To moja matka! moja matka! To moja matka, która czepia się moich kości, okręca się w mojej ciemności, ciałem się staje ciała mego, ciężarem mojej kalwaryi.
Była we mnie, głęboko we mnie czasu walki i szału. Nosiłem ją w sobie, jak ona mnie nosiła, żywą w mym pulsie, w mojem tchnieniu.
Unosiła się wraz z odwagą moją, panowała wraz ze mną nad wyżynami, pochylała ze mną nad zgliszczami i pożarami, nabrzmiewała w żyłach szyji mojej, w moim okrzyku.
Krzyczała: „Jestem, jestem, oto tu jestem!” Był to głos ten sam, co mojej ofiary. Ofiarowała się na rany, wyprężała się, by kalectwo odnieść i śmierć.
W śnie moim znużonym zaciemniały się jej rysy, opadała ciężarem na ziemię twardą, stygła w ramieniu mem złożonem pod głową, cierpliwie znosiła noc moją.
Nie patrzyłem w nią, nie wołałem jej. Spojrzenie jej, mojem było spojrzeniem, imię jej mojem imieniem.

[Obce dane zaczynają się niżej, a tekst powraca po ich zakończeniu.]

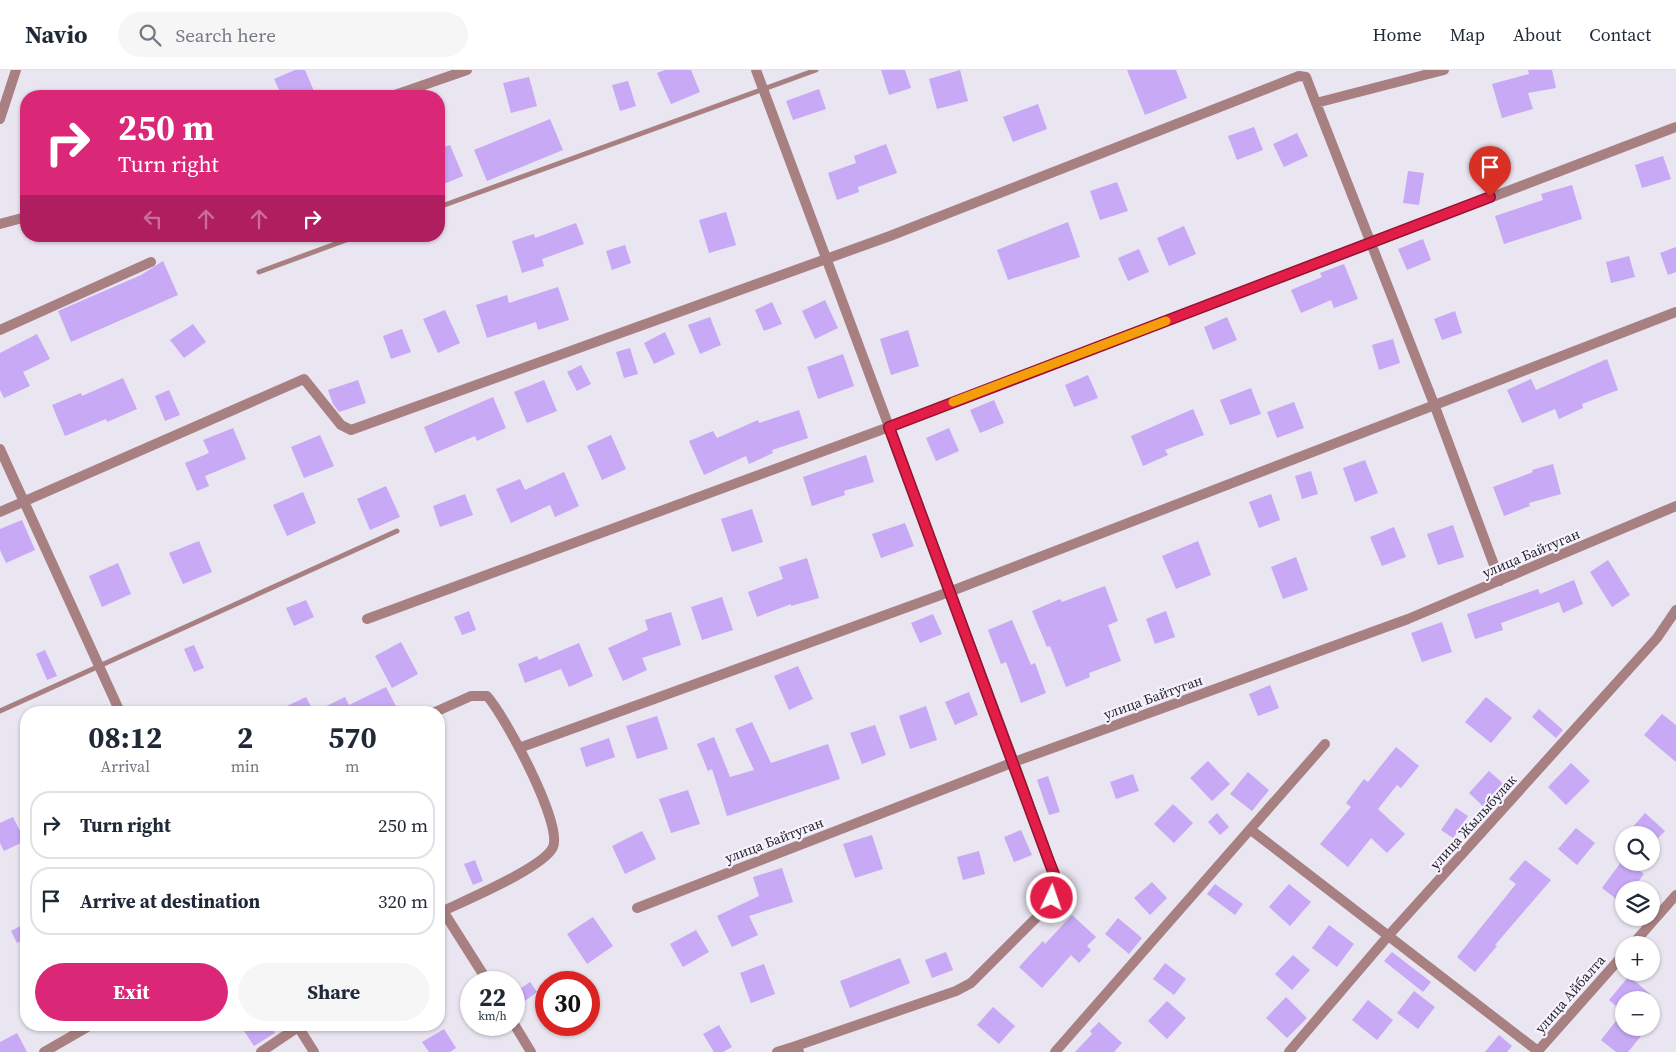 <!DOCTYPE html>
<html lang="en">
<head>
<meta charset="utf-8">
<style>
  body { margin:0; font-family:"Source Serif 4",serif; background:#f6f6f7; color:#1f2937; height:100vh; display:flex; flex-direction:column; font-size:19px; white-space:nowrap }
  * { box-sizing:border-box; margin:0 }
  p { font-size:16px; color:#747a83 }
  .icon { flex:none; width:28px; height:28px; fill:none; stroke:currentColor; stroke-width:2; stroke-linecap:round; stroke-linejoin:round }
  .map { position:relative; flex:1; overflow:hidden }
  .drawer { position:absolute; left:20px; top:636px; width:425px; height:325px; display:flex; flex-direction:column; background:#fff; border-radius:20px; box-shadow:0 1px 4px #0004 }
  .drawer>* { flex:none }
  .hud { position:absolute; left:20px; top:20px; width:425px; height:152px; border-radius:20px; box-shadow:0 1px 4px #0004; background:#db2777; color:#fff; overflow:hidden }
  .fabs { position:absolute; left:1615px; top:756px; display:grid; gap:10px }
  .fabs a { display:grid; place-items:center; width:45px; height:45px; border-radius:50%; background:#fff; box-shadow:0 1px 4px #0004; font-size:25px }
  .speed { position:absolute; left:460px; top:901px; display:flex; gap:10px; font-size:25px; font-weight:700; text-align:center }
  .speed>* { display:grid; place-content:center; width:65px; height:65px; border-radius:50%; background:#fff; box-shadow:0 1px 4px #0004; line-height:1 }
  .speed small { font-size:12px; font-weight:400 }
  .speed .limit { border:8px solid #d22; background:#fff; color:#111 }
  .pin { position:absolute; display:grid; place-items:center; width:42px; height:42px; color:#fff; margin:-51px -21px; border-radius:50% 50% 50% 0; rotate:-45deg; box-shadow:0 0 5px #0007 }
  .pin .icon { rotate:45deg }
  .me { position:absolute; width:55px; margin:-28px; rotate:3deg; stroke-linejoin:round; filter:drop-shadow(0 0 4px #0008) }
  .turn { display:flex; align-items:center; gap:18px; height:105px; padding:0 15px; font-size:22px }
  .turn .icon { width:65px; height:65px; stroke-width:2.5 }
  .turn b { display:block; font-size:35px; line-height:42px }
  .lanes { display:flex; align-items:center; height:48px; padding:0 15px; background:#0003; justify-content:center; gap:25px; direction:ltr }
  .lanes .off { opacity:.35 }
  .eta { display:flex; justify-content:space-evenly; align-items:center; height:85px; text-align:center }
  .eta b { font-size:30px; font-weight:700; line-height:35px }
  .button { display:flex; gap:10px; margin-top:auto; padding:10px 15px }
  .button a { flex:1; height:58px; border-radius:30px; background:#db2777; color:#fff; font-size:20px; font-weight:700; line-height:58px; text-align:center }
  .button a+a { background:#f6f6f7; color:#1f2937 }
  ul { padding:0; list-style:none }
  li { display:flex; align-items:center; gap:15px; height:68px; margin:0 10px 8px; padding:0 5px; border:2px solid #e0e1e3; border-radius:20px }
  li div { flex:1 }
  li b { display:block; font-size:19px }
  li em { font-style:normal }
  header { display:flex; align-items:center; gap:30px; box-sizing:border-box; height:70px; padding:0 25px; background:#fff; border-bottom:1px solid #e0e1e3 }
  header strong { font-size:24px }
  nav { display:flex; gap:28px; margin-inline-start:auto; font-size:18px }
  .search { width:350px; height:45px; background:#f6f6f7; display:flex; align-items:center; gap:12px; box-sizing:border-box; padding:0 18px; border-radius:28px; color:#747a83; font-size:19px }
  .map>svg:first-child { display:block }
  .building { fill:#c7a9f5 }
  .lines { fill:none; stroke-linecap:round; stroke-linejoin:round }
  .lane { stroke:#a88082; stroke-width:5 }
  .street { stroke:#a88082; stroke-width:10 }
  .route-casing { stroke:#92132f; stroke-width:12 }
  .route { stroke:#e11d48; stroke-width:9 }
  .slow { stroke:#f59e0b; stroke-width:9 }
  .labels { text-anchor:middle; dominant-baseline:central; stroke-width:4.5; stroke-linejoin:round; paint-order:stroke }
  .street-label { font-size:14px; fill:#201f23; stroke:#f6f2fe }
</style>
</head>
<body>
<header>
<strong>Navio</strong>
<div class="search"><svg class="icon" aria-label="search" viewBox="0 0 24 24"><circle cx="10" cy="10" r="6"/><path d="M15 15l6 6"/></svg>Search here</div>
<nav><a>Home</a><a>Map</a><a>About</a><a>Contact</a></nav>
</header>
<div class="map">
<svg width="1676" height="982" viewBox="0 0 1676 982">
  <rect width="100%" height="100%" fill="#e9e5f1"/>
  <!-- building -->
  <path class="building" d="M295,0H305L316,26H282L274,9Z
    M665,0H691L700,22L671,34L657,3Z
    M881,0H905L911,18L889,25Z
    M960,0L968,31L937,39L929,9Z
    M1127,0H1176L1187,28L1145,45Z
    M1528,0H1552L1556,18L1528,23L1533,39L1502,48L1492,14L1529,4Z
    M529,7L537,36L511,43L503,13Z
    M628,11L636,36L620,41L612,15Z
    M819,19L826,39L793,50L786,31Z
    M1038,34L1047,59L1013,72L1003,47Z
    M550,49L563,80L487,111L474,80Z
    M1254,57L1263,80L1237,90L1228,66Z
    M1297,63L1308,86L1284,97L1273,74Z
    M886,74L897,103L858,117L859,122L837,130L828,103L856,93L854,86Z
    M450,75L463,106L439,116V79Z
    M1663,86L1671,109L1642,118L1635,95Z
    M1408,101L1424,103L1419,135L1403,133Z
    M1117,112L1128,141L1100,150L1090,121Z
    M1572,115L1582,149L1504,174L1495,146L1543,130L1541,124Z
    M726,142L736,175L709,183L699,150Z
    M1068,152L1080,187L1008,210L997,180Z
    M576,153L584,174L542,189L544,196L522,203L512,171L534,164L535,168Z
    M1184,156L1196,184L1169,196L1157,168Z
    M1423,169L1431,190L1407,200L1398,179Z
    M625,175L631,193L612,200L606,181Z
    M1676,177V202L1668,205L1660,183Z
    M1139,179L1149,202L1128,211L1118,188Z
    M1629,186L1635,207L1611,213L1606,192Z
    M163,191L178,225L71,272L58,241L141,205Z
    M1344,194L1358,229L1334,238L1331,230L1301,243L1291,220L1322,207L1320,203Z
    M558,217L569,250L538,260L536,252L487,268L476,235L507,225L509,233Z
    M825,230L838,258L815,269L802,241Z
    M772,232L782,254L764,261L755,240Z
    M445,240L460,273L438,283L423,249Z
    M1455,241L1462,263L1442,270L1434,249Z
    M710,247L721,275L700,284L688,255Z
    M1227,247L1237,270L1213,280L1204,257Z
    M193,254L206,272L184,288L170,270Z
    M402,259L411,282L391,289L383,266Z
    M908,260L919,296L891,305L880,269Z
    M665,262L675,284L654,294L644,273Z
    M37,264L50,289L23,302L30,316L4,328L0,320V283Z
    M1393,269L1400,293L1379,300L1372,275Z
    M630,278L638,304L624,308L616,282Z
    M843,284L854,316L818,329L807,297Z
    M1607,289L1618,320L1582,334L1583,338L1559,349L1555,339L1522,353L1507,320L1531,309L1536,320Z
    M581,295L591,314L577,321L567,302Z
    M1088,305L1098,328L1074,337L1065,315Z
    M123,308L137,339L107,352L106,349L65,366L52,335L81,323L82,326Z
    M358,310L366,333L339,342L333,334L328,320Z
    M544,310L557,341L527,353L514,322Z
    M1251,318L1261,344L1230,355L1220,330Z
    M169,320L180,345L165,351L155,326Z
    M493,327L506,358L477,371L475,366L435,383L424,357Z
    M994,330L1004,353L980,363L970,340Z
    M1294,332L1304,358L1277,368L1267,342Z
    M1193,339L1204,365L1165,380L1168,385L1143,396L1131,366Z
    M799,340L808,368L772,380L773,383L749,394L746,386L704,405L689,371L713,361L717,368L758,350L759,353Z
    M233,358L246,389L205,406L209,416L197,421L185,393L209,383L203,370Z
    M949,358L959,381L936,391L926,368Z
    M320,365L334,396L304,408L291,377Z
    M611,365L626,399L602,410L587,376Z
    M866,385L874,412L844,421L845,425L812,436L803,407Z
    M1365,390L1378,423L1355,432L1343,398Z
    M1553,394L1561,424L1529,433L1530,436L1504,446L1493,417L1533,402L1532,400Z
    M1311,401L1318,424L1302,429L1295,406Z
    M564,402L579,436L555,447L550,435L511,453L496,419L520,409L525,420Z
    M386,416L400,447L370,460L357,429Z
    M303,422L316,453L287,466L273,435Z
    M465,424L473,445L440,457L433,436Z
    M1271,424L1280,450L1259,458L1249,432Z
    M752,439L763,472L732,482L721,449Z
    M22,450L35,480L6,493L0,480V459Z
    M905,453L914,476L881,488L872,464Z
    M1453,455L1464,487L1438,495L1427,464Z
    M1394,457L1406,487L1382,496L1370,467Z
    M199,471L212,502L183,514L169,483Z
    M1198,471L1211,505L1176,519L1162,486Z
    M1296,487L1308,520L1283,529L1271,497Z
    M807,488L819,528L791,536V534L757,547L748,522L783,509L779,497Z
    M1608,490L1630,525L1612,537L1590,502Z
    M118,493L131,524L102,537L89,506Z
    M1574,510L1583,534L1563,543L1559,532L1501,553L1503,560L1475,569L1467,544L1538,519L1540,524Z
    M1105,516L1118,551L1108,555L1121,591L1089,603L1090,607L1066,617L1050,576L1047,577L1032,541L1060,529L1062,532Z
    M722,527L733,560L702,570L691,537Z
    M306,530L314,547L294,556L286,538Z
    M469,541L476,560L462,565L454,547Z
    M1166,541L1175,567L1155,574L1146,549Z
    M671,542L681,575L642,588L647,600L623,611L608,578L648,560L645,550Z
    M933,544L942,564L920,573L911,553Z
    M1012,550L1031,595L1035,593L1046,623L1021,633L1006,592L1001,594L988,560Z
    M1442,552L1452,582L1422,592L1411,563Z
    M401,572L418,604L392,618L375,586Z
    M579,573L593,606L569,617L561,599L525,613L518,594L537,586L539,590Z
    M194,575L204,598L194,602L184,579Z
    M45,580L57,606L47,610L36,584Z
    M798,596L813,629L789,640L774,606Z
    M1270,615L1279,638L1258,646L1249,624Z
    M386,617L399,642H314L345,627L349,635Z
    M969,622L978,645L955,655L945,632Z
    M306,627L314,642H274Z
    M1486,627L1512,648L1491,673L1465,652Z
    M926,636L937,670L910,679L899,646Z
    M1539,639L1563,660L1556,668L1532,647Z
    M1662,644L1676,655V692L1644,665Z
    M657,646L668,679L637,689L626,656Z
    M752,652L771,693L828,674L840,709L727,746L712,699L708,701L697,674L714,667L730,707L754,700L735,659Z
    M875,655L886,685L862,694L850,663Z
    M609,668L615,687L586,697L580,678Z
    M1396,677L1419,696L1401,718L1397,715L1378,739L1405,764L1387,783L1371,768L1348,797L1320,774L1351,737L1346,733L1364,709L1368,712Z
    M1208,691L1230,714L1212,731L1190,708Z
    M1571,693L1590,711L1566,735L1548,717Z
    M1489,701L1508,718L1488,741L1469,723Z
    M1248,702L1269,720L1252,741L1230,724Z
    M1133,704L1139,721L1116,729L1110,712Z
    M1048,706L1060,742L1049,745L1037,710Z
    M688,720L700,754L671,763L659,729Z
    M1173,734L1193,753L1174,773L1154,754Z
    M1456,738L1468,746L1453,768L1441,760Z
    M1217,743L1229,757L1220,765L1208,752Z
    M1645,743L1665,761L1651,775V765H1626Z
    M13,747L25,771L4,781L0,773V753Z
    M1576,758L1595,773L1577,795L1558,779Z
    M1021,760L1032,785L1014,792L1004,767Z
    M642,761L656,789L625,804L612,776Z
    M872,765L883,799L855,808L843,774Z
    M979,781L985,804L963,810L957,787Z
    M1624,788V792H1629L1644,804L1632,820H1624V835L1602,818Z
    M475,790L483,811L473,815L464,794Z
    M1525,790L1551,810L1495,875L1497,876L1475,902L1457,887L1516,814L1509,809Z
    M782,798L793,832L749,846L758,865L732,877L717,846L759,826L753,807Z
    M1152,812L1167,828L1150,845L1134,828Z
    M1215,814L1243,834L1235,845L1207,824Z
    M1289,814L1311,832L1290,856L1269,837Z
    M1072,845L1096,867L1087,876L1091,880L1079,893L1071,885L1042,918L1019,897L1043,871L1045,874Z
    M593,847L613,876L587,894L567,864Z
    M1118,848L1142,868L1129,884L1105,864Z
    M26,853V869L17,873L11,861Z
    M1329,855L1354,874L1337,897L1312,878Z
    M696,860L709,882L683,897L670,874Z
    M946,882L953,900L932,908L925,890Z
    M1392,882L1431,912L1423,922L1384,891Z
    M1293,885L1310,900L1292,920L1275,904Z
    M900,888L910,913L850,938L840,911Z
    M1165,893L1186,909L1174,925L1153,909Z
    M764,894L775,924L751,933L740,903Z
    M1629,906L1650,924L1645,930H1624V958H1631L1641,966L1628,982H1616L1601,970L1623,942L1609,930Z
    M530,912L537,922L518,936L514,930V923Z
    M1414,921L1435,937L1418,959L1397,943Z
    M1286,927L1307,948L1287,968L1266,948Z
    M1368,930L1393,950L1377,970L1352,950Z
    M1167,931L1186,948L1167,969L1148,951Z
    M993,937L1015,956L999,974L977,955Z
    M1099,952L1122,973L1114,982H1075L1092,964L1090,961Z
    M240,955H270L275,963L254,976Z
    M719,955L732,977L723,982H714L703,964Z
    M444,959L456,978L450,982H429L422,972Z
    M17,963L27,982H0V972Z
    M1499,965L1512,976L1507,982H1485Z"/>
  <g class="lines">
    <!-- lane -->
    <path class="lane" d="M439,137L816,0
      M259,202L357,166
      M0,641L397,461"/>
    <!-- street -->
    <path class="street" d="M756,0L1014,692L1054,804L1052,827L1046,838L971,913L956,921L796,976L799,982
      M392,26L467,0
      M1316,33L1444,0
      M0,49L16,0
      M0,154L26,147
      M0,260L151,192
      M0,379L120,642
      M0,442L304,309L341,355L351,360L890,166L1299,6L1306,7L1316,33L1434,334L1500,511
      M367,549L889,357L1676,57
      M435,642L471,626H487C505,646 563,754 553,777C544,798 461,832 439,843
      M519,678L949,522L1676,242
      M1251,760L1539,982
      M637,838L1014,692L1408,549L1676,436
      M443,841L488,912
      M1632,875L1676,825
      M514,954L531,982
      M297,955L314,982
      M44,982L91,955
      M261,982L298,957
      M777,982L796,976
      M1055,982L1325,674
      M1289,982L1389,865L1657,568L1676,540
      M1537,982L1624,884"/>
  </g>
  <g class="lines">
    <defs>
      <path id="route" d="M1052,828L1054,804L1050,794L889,357L1490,127"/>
    </defs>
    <!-- route casing -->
    <use href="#route" class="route-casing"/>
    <!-- route -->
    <use href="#route" class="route"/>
    <!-- slow -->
    <path class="slow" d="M953,332L1166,251"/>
  </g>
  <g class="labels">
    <!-- street labels -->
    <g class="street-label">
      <text transform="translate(1531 483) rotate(-23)">улица Байтуган</text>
      <text transform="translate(1153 627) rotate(-20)">улица Байтуган</text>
      <text transform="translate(1473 752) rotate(-48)">улица Жылыбулак</text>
      <text transform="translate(774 770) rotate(-21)">улица Байтуган</text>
      <text transform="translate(1570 924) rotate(-49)">улица Айбалта</text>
    </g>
  </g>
</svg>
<div class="fabs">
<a><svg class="icon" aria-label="search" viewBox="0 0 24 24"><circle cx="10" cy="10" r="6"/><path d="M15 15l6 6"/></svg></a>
<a><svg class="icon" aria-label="layers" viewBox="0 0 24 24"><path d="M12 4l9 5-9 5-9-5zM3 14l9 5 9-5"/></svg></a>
<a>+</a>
<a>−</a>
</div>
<div class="speed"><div>22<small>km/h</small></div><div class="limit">30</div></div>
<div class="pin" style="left:1490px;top:127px;background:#d93025"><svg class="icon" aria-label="arrive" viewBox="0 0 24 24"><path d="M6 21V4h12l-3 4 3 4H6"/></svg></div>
<svg class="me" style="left:1052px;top:828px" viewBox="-20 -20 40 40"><circle r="17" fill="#e11d48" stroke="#fff" stroke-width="3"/><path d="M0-11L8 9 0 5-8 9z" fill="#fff"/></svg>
<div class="hud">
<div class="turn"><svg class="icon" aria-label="right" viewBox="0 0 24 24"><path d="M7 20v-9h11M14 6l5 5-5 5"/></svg><div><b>250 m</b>Turn right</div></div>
<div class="lanes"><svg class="icon off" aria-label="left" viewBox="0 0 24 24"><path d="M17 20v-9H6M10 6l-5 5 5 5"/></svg><svg class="icon off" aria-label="ahead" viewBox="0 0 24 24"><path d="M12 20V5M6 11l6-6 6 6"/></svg><svg class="icon off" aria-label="ahead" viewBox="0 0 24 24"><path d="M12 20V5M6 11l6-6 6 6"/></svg><svg class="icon" aria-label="right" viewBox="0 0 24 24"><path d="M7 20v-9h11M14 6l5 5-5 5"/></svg></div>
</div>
<section class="drawer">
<div class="eta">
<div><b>08:12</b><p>Arrival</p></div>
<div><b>2</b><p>min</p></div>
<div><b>570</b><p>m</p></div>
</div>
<ul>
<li><svg class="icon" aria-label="right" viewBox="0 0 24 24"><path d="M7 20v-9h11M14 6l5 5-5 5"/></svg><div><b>Turn right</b></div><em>250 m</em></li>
<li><svg class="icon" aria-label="arrive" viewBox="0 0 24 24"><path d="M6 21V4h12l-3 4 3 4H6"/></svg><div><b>Arrive at destination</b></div><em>320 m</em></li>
</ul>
<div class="button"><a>Exit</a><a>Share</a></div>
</section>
</div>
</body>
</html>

I w całym świecie, gwałtów pełnym nie było broni, która rozciąć mogłaby ten węzeł macierzyński.
Poznała ze mną rów strzelecki, poznała ze mną wyżłobienia i doły, poznała służbę w błotach i upojenie podniebne, aromat stosu płonącego i godzinę niewymowną, w której dusza i statek uskrzydlony jednym są cherubem, uniesionym od powiewu wieczności.
Mówiła: „Jestem, jestem, oto tu jestem.” Miała pragnienie nieśmiertelności dla swojego syna, który wytężył się, by dopełnić, co mu naznaczono.
„Oto tu jestem!” A w źródle krwi, które tryskało z jej piersi wszyscy żołnierze ugasili swoje pragnienie.
Była to miłość tak ogarniająca wszysko, że odróżnić mi nie dała, czy ja jej, czy ona mojem jest stworzeniem.